I encountered her for the first time, as a Durannie, aged about 13 or 14, staying up all night to watch Barbarella on the late movie. Her presence was electrifying, her sense of dangerous yet erotic malevolence. By the time I saw Performance, a film that was to become a personal favourite in my early 20s, I was already deeply smitten. I used to watch the tape over and over, just forwarding to her parts. She exuded a sense of mischief, of danger, of unapologetic wickedness that was like catnip to a repressed convent-school girl like me. I am aware that she may have been awful, even destructive, to many people around her, but oh! the freedom to be wicked and unapologetically so, in the face of that unrelenting 60s "under my thumb" misogyny! How I envied her freedom to be bad.
She was the first woman I had ever seen whose smouldering bisexuality seemed to be solely for her own pleasure. Her gender fluidity blew my mind.

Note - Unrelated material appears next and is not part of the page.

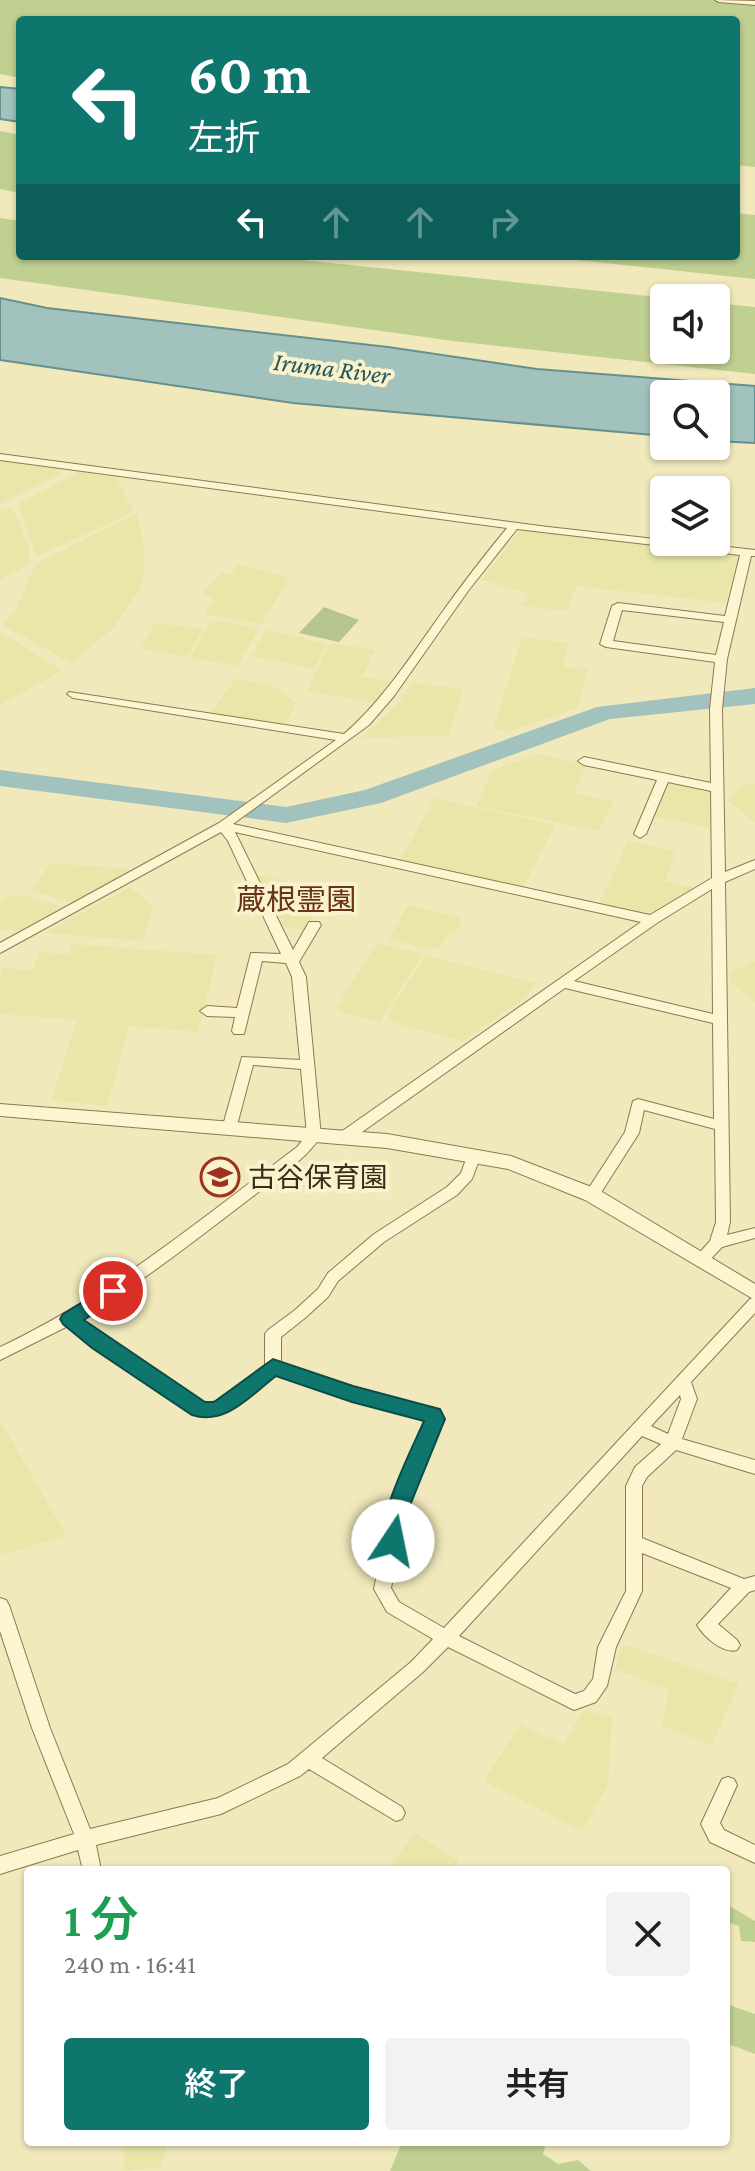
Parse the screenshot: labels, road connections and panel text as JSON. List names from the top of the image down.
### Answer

If I ever had a pointing at the television, "Yes, yes, it's me!" moment, it would be the scene in Performance where she projects her own breast onto her male lover's chest, and explains that everyone "has two angles, male and female angles". I was entranced by early photos where she seemed to have remade Brian Jones over in her own image. He slowly turned into her: hair colour, cut, clothes, until she left him, and he spent the rest of his short life turning every other girlfriend into her. There's a whole chapter of queer culture that could be written about her, her androgyny, her gender fluidity, the bisexuality that always gets erased in the "girlfriend, muse, mother" rock chick narrative. All the queer culture I encountered in the 80s that was cool, seemed to be all men. And yet, here was this unrepentantly bisexual woman who was deeply, dazzlingly cool. She triggered in me a wonderful, fluttering confusion, as to whether I wanted to be her, or whether I wanted to fuck her. This somehow gave me permission to be who I was, neither man nor woman, gay nor straight, but somehow all angles at once.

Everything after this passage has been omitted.